Vasil Špir on a contemporary photograph from the time of the Second World War
Vasil Špir on a contemporary photograph from the time of the Second World War
photo: Soukromý archiv Vasila Špira

Vasil Špir, a retired Colonel, was born in 1922 in Carpathian Ruthenia. After the occupation of his motherland in 1940, he decided to flee to the Soviet Union. He was joined in this venture by his friend, but they were both arrested shortly after they had crossed the border of the USSR. They were interrogated and Mr. Špir was sentenced to three years of prison for illegally crossing the Soviet border. He spent these three years working in the coal mines of a forced-labor camp in Vorkuta.He was released in 1942 and sent to Buzuluk to join the Czechoslovak Army Corps. He was trained as an infantry soldier.
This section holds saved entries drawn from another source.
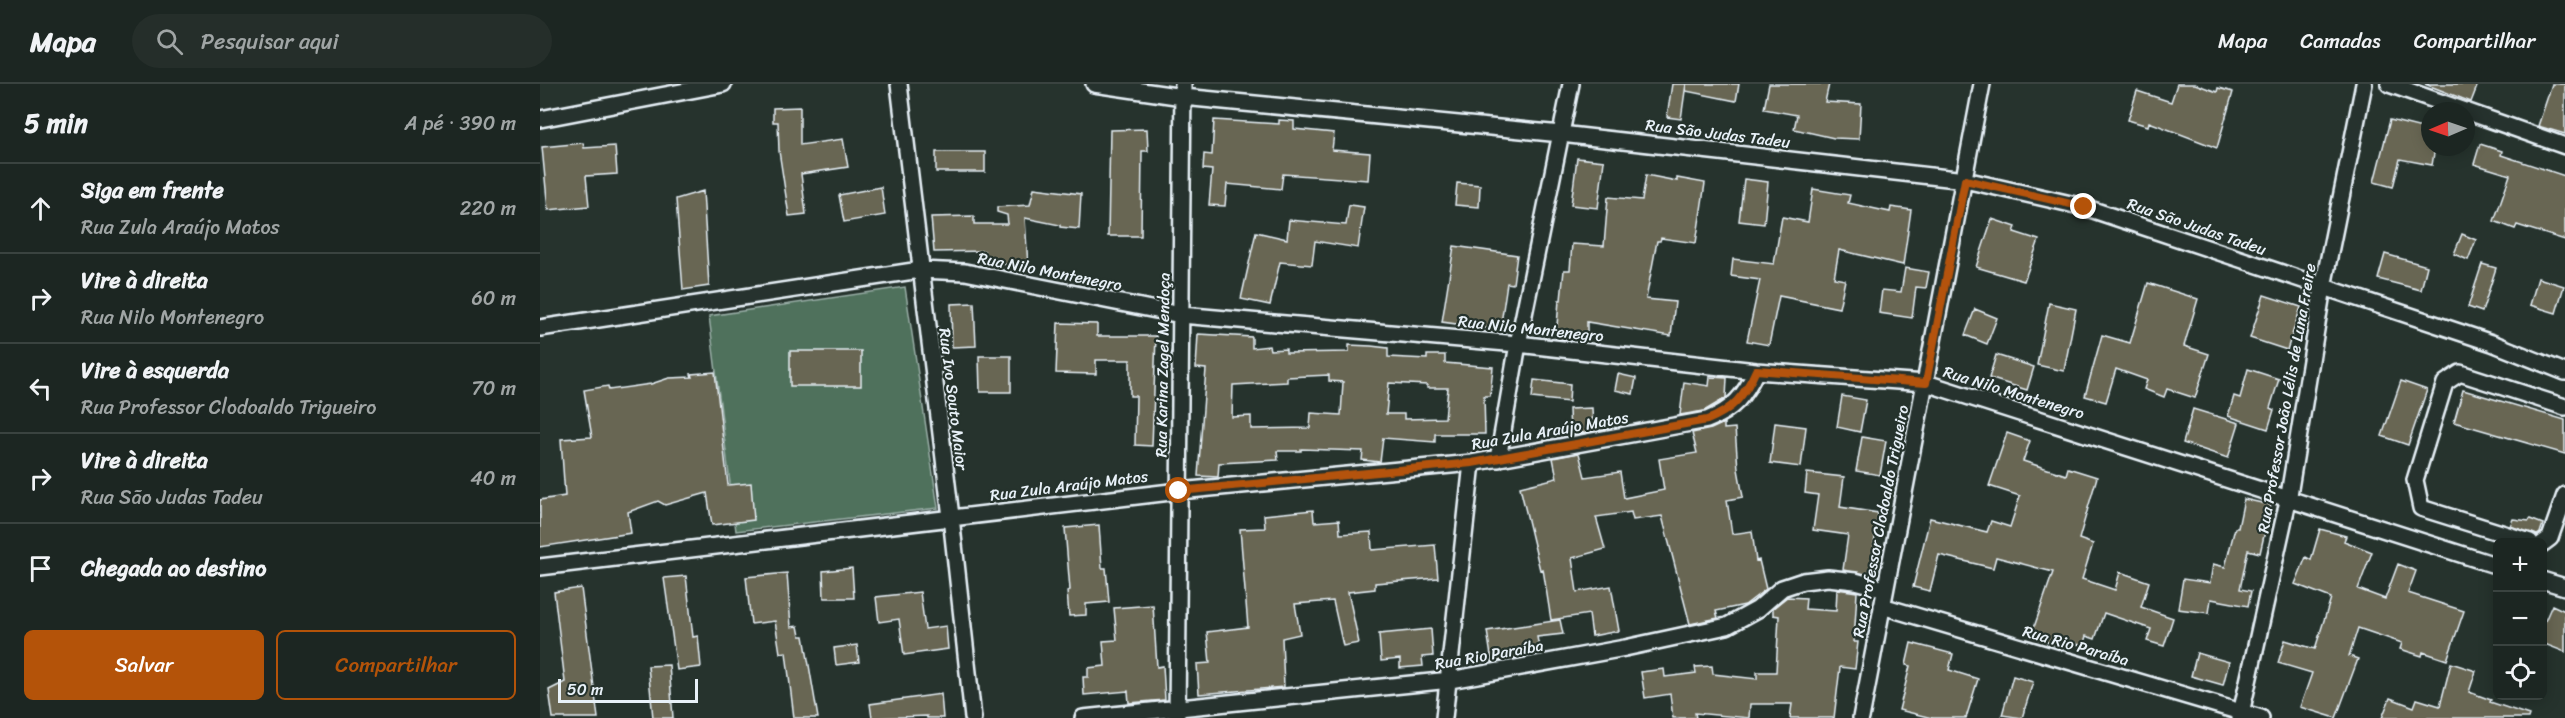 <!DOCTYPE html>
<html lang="pt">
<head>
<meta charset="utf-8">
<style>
	body { margin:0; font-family:Sriracha,sans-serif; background:#252e2a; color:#f1f3f6 }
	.controls { position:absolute; right:18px; bottom:18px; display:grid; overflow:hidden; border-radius:9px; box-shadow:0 3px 15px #0003 }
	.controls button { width:54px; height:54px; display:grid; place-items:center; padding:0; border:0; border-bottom:2px solid #3a4340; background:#1c2622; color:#f1f3f6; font:30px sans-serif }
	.compass { position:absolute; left:1881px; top:18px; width:54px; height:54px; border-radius:50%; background:#1c2622; box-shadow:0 3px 15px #0003; rotate:268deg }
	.scale { position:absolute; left:18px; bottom:15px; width:140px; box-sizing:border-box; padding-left:6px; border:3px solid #e8f1f8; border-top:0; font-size:16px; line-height:21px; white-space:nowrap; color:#e8f1f8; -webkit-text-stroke:4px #26332d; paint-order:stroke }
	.stop { position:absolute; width:18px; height:18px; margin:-14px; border:4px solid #b45309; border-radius:50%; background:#fff }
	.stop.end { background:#b45309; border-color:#fff; box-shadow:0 2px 6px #0008 }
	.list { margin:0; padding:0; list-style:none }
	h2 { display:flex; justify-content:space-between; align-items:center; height:78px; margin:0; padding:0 24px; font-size:26px }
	h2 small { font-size:20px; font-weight:400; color:#a0a5a5 }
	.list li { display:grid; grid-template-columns:39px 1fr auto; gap:18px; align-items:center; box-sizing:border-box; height:90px; padding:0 24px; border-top:2px solid #3a4340 }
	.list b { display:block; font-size:22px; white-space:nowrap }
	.list p { margin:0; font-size:20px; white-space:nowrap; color:#a0a5a5 }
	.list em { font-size:20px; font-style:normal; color:#a0a5a5 }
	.actions { display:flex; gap:12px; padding:18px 24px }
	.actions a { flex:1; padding:14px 0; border:2px solid #b45309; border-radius:9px; text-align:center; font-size:21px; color:#b45309 }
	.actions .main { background:#b45309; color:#fff }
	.icon { flex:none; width:33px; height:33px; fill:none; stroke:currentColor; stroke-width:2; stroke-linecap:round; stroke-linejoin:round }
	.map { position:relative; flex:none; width:2025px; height:634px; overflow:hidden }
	header { display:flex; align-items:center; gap:36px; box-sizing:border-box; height:84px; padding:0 30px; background:#1c2622; border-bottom:2px solid #3a4340 }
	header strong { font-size:28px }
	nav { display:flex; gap:33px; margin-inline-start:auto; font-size:21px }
	.search { width:420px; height:54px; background:#252e2a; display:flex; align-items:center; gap:15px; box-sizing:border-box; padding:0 21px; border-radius:33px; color:#a0a5a5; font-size:22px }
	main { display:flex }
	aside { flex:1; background:#1c2622 }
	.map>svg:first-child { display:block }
	.green { fill:#50715c; stroke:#9cb1aa; stroke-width:1.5 }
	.building { fill:#686652; stroke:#e8f1f8; stroke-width:1.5; fill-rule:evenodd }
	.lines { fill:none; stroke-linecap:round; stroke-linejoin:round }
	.minor-casing { stroke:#e8f1f8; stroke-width:20 }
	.minor { stroke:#26332d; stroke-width:15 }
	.route { stroke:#b45309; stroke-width:8 }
	.labels { text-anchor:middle; stroke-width:4.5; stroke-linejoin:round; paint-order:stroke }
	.street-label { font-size:16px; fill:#e8f1f8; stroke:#26332d }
</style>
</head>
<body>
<header>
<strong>Mapa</strong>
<div class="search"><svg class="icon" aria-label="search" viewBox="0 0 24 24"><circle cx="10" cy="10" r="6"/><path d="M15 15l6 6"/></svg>Pesquisar aqui</div>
<nav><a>Mapa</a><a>Camadas</a><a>Compartilhar</a></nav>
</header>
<main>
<aside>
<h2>5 min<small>A pé · 390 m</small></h2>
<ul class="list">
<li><svg class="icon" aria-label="ahead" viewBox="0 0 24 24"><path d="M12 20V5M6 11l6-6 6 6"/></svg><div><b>Siga em frente</b><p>Rua Zula Araújo Matos</p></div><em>220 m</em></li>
<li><svg class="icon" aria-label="right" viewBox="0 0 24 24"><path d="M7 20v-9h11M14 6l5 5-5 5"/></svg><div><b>Vire à direita</b><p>Rua Nilo Montenegro</p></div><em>60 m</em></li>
<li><svg class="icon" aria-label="left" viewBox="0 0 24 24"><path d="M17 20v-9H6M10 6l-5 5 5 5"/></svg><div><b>Vire à esquerda</b><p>Rua Professor Clodoaldo Trigueiro</p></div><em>70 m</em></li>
<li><svg class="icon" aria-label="right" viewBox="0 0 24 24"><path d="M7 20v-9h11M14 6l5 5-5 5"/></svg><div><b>Vire à direita</b><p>Rua São Judas Tadeu</p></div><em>40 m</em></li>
<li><svg class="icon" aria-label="arrive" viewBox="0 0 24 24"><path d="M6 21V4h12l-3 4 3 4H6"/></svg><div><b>Chegada ao destino</b></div></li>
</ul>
<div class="actions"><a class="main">Salvar</a><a>Compartilhar</a></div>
</aside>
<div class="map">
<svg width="2025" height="634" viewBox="0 0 2025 634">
	<rect width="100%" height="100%" fill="#26332d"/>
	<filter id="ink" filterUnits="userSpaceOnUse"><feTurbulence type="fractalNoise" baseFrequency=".0167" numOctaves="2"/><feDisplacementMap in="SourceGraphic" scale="12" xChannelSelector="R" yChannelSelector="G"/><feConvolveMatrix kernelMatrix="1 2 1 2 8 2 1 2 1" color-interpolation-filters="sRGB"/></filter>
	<g filter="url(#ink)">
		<path class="green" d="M365,203L398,424L196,447L169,232Z"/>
		<path class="building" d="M1132,0H1146L1141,35L1127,33Z
			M1146,0H1199L1196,17L1146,7Z
			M1229,0H1289L1285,18L1321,20L1319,55L1294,54L1254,45L1257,31L1224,25Z
			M1637,0H1655L1677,8L1678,4L1693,8L1677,64L1609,38L1608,42L1588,36L1597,7L1631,18Z
			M1885,0H1938L1931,18Z
			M2012,0H2025V50L1998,42Z
			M260,23V61L303,55L308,83L261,90L266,130L249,132L239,67L238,38H233V24Z
			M674,36L739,40V36L754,37V45L794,49L792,66L830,69L828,96L743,90L741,105L687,100L685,122L669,121L672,86L663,85L664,70L672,71Z
			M1850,36L1890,46V63H1895L1892,81L1860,75L1853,103L1834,98Z
			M607,45L608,67H602L601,152H568L570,46Z
			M43,59L44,64L75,62L77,90L46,92L49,122L8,126L2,63Z
			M1940,60L1962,67L1961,71L2025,92V156L1977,141L1975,145L1954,137L1970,91L1934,80Z
			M396,68H445V88H396Z
			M1037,74L1064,77L1058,124L1031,121Z
			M1106,91L1137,97V94L1165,99L1156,159L1121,154L1120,157H1117L1106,215L1135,218L1131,252L1047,238V254L1016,255L1019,216H1021L1024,186H1030L1032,160L1064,162L1068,113L1102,116Z
			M1204,95L1228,98L1224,140L1199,137Z
			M917,99L940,101L939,123L915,121Z
			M341,103L345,131L304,138L299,111Z
			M494,104L541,110L539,145L520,143V141L485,134L488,182L444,179V167L394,168L391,133L434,132V140H468L467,131L457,128V123L490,121Z
			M1273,105L1310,111L1308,119L1350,128L1351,123L1371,126L1363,181L1299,166L1294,194L1305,196L1299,224L1239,212L1229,261L1207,257L1220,196L1191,192L1193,175L1234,180L1242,133L1268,138Z
			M163,107L169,202L143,206L136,115Z
			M809,121L824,123L818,164L775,157L772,181L740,178L730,221L701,215L716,148L747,155L749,136L806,141Z
			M1452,135L1476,143L1474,148L1499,156L1484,197L1436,183Z
			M1922,150L1936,156L1928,176L1914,170Z
			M914,162L977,171L973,200L967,199L960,246L902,238Z
			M1845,170L1887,182L1881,206L1838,195Z
			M1942,180L1956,184L1942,228L1928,223Z
			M1365,184L1389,188L1386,204L1376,203L1372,234L1339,229L1342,206L1361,208Z
			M1998,194L2024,202L2016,229L1990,221Z
			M1608,199L1658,215L1644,262L1669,270L1655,314L1627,305L1624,313L1604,305L1607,296L1576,285L1566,318L1545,312L1562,251L1590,259Z
			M1724,211L1761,223L1747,266L1710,254Z
			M434,219L436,262L412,263L411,220Z
			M1509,219L1536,225L1524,287L1497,281Z
			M1435,225L1457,234L1447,260L1425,251Z
			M518,239L557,240V252H616L612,362L595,361L596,312H590V276H556V290L516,289Z
			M658,250L712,253V264L729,262L730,266L746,265V269L809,268V261L831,262L848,264V273L887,275V271H905V279L953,283L950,312H944L945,350H895V358L843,354L840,378L822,376L823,367L761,365V367H737L738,376L679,379L678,393L658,392L666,285L656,284ZM789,291V297L803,298L801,331L771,329L770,344L711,345V332L692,333L693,301L747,298V293ZM849,299L887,301V304H908L905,334L864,335V330H846Z
			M250,267H321V302H250Z
			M1456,271L1494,283L1487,306L1449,294Z
			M439,272H471V308H440Z
			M1708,285L1739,295L1730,324L1734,326L1728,345L1688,332L1694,312L1700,314Z
			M175,288L188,401L211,399L214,436L172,441L167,409L125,421L118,417L88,428L91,449L0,463V416L25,412L21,355L52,353L44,306L68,302L69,306L111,300L129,294L152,293L151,290Z
			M1078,290L1096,294L1093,310L1075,306Z
			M1170,293L1187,294L1186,314L1164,327L1140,331L1144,298L1169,302Z
			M994,296L1030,300L1029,318L992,314Z
			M1861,297L1887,306L1868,361L1842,352Z
			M1923,306L2025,336V370L1914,338Z
			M1302,312L1326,316L1320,348L1297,343Z
			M1052,324L1053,347L1030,351L1029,325Z
			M1653,325L1699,339L1688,374L1643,359Z
			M1184,339V345L1195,344L1198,385L1203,413L1187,416L1192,450L1212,447L1216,477L1219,476L1226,505L1205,521L1176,527L1178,534L1150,540L1122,432L1093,436L1091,428L1056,433L1065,465L1032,474L1037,508L1071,502L1079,547L1052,552L1049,530L1011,536L1003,485L1000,486L980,403L1017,394L1013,374L1039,369L1045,393L1080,388L1084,414L1124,406L1119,375L1157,369L1152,349L1171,345Z
			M1235,339L1266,343L1261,383L1230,379Z
			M1467,349L1490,357L1483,377L1526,391L1528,384L1557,393L1539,455L1553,460L1542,495L1575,506L1580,488L1609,498L1601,523L1633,534L1624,562L1607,557L1611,545L1564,529L1555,555L1546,552L1543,562L1521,555L1518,562L1491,552L1513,488L1456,473L1453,484L1399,471L1390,507L1373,503L1390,434L1447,448L1451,437L1470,443L1480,412L1449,402Z
			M1322,353L1346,357L1340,391L1316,387Z
			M1267,389L1304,393L1300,423L1338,429L1334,462H1338L1334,492L1303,486L1308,451L1273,446L1278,411L1265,409Z
			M1704,415L1731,421L1720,469L1708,466L1700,505L1711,507L1708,522L1671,515L1669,529L1638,525L1643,495L1670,499L1673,480L1685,483L1695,444H1698Z
			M773,426L774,438L799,436L800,450L831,448L832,466L895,461L898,494L835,499V505L808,508L819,559L803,562L793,517L755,520L760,550L742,554L744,603L659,610L657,580L670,579L667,548L708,543L700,445L725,444L724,431Z
			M1973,435L1989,437L1990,435L2003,440L2000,449L1997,451L1970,442Z
			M559,441L562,484H566L569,518L546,520V531L529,532L527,507L530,506L525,444Z
			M1780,445L1806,452L1804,457L1832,468L1818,505L1845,515L1858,480L1876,487L1868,509L1924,527L1907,576L1883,568L1882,572L1860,565L1862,559L1818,544L1809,572L1818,575L1796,634L1760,623L1772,589L1738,579L1745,556L1775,565L1791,514L1755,500L1766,473L1771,476Z
			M312,484L314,514H284L283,487Z
			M247,489L251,543L258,542L260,552H264L278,634H254L246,568L240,569L235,537L211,540L206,493Z
			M146,492L153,553L158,552L161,583L137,586L124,494Z
			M41,504L58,634H13L9,606L25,598L14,508Z
			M1297,505L1317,508L1314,558H1318L1315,585L1300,583L1294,634H1250L1252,620H1210L1209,634L1155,629L1156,634H1133L1130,610L1105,614L1101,588L1124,585L1125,593L1156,589L1155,583L1172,582L1173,590L1217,595V588H1236L1239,532L1233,531V524L1247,513L1266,514L1265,525L1296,527Z
			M380,508L385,545L406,542L408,565L364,571L359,535L339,538L336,513Z
			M613,521L617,583L623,582L625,616L589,619L588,607L544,611L543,593H548V584L565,582L563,557L577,556L574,524Z
			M2012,521L2025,527V568L2002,559V544Z
			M1020,536L1023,550L997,553L1000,569L952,578L947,547Z
			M891,545L893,572L882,573L883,582L860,584V575L841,577L839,550Z
			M1371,559L1413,570L1409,586L1438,595L1426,634H1392L1359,626L1370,582L1366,581Z
			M317,561L319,578L296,581L294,564Z
			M1657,569L1689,578L1683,601L1651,592Z
			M1911,579L1936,587L1929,608L1951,616L1950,618L1989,631L1988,634H1842L1850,614L1874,623L1877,615L1900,622Z
			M129,581L133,634H113L108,582Z
			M1473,592L1493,598L1482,634L1462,631Z
			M401,610L403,634H387V632L332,634L330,620Z"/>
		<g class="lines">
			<defs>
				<path id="minor" d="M359,0L411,433L433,634
					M554,0L643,13L1021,50L1425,96L1544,123L1952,259L2025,288
					M1849,0L2025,62
					M0,35L183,0
					M0,244L380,186L425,188L641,231L978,260L1216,287L1386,299L1958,482
					M958,375L978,260L1031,0
					M1990,458L1881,424L1875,396L1905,299L1920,289L2025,323
					M2002,460L2010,454L2025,411
					M0,483L639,407L932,379L1167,336C1193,326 1205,311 1216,287
					M2002,496L2025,503
					M1342,522L1721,634
					M543,634L910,596L1085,564L1187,542L1218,525L1242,504L1263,497L1288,494L1315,497L1344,505
					M637,634L643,0
					M904,634L932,379
					M1321,634L1442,0
					M1700,634L1748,417L1783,203L1824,0"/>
			</defs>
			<use href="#minor" class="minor-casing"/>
			<use href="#minor" class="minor"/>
		</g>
	</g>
	<g class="lines" filter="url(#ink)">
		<path class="route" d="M639,407L932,379L1167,336C1193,326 1205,311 1216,286L1386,299L1425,96L1544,123"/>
	</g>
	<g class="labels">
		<g class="street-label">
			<text transform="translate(1178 49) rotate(7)" y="6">Rua São Judas Tadeu</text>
			<text transform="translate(1657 142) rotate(19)" y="6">Rua São Judas Tadeu</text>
			<text transform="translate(510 187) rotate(11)" y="6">Rua Nilo Montenegro</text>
			<text transform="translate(991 244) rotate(6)" y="6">Rua Nilo Montenegro</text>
			<text transform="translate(622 281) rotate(-89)" y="6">Rua Karina Zagel Mendoça</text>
			<text transform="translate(1474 308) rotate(17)" y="6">Rua Nilo Montenegro</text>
			<text transform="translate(1746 314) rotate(-80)" y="6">Rua Professor João Lélis de Luna Freire</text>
			<text transform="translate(414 315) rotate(83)" y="6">Rua Ivo Souto Maior</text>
			<text transform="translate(1010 346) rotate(-10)" y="6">Rua Zula Araújo Matos</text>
			<text transform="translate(529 401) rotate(-7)" y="6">Rua Zula Araújo Matos</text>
			<text transform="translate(1340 437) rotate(-79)" y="6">Rua Professor Clodoaldo Trigueiro</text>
			<text transform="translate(1536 561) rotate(16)" y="6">Rua Rio Paraíba</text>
			<text transform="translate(949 570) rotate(-10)" y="6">Rua Rio Paraíba</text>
		</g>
	</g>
</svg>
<div class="controls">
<button>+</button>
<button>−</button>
<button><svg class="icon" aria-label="locate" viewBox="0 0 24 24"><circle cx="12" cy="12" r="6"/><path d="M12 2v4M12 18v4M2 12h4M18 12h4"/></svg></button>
</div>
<svg class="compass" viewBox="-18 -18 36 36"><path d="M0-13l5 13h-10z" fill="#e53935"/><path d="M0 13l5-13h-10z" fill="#a0a5a5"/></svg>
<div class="scale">50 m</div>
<div class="stop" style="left:639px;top:407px"></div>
<div class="stop end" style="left:1544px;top:123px"></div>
</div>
</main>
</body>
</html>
He fought with his unit at Kiev and Biela Cerekev, where he was wounded in 1944. Afterwards, he was transferred to the mechanized company where he first served as a co-driver and later as a driver of a Studebaker truck. He participated in the battle of Dukla and the liberation of Czechoslovakia. Shortly before the end of the war he was wounded for the second time. After the war, he remained in the Army. In 1965, he completed his secondary education. He currently lives in Nový Strašecí.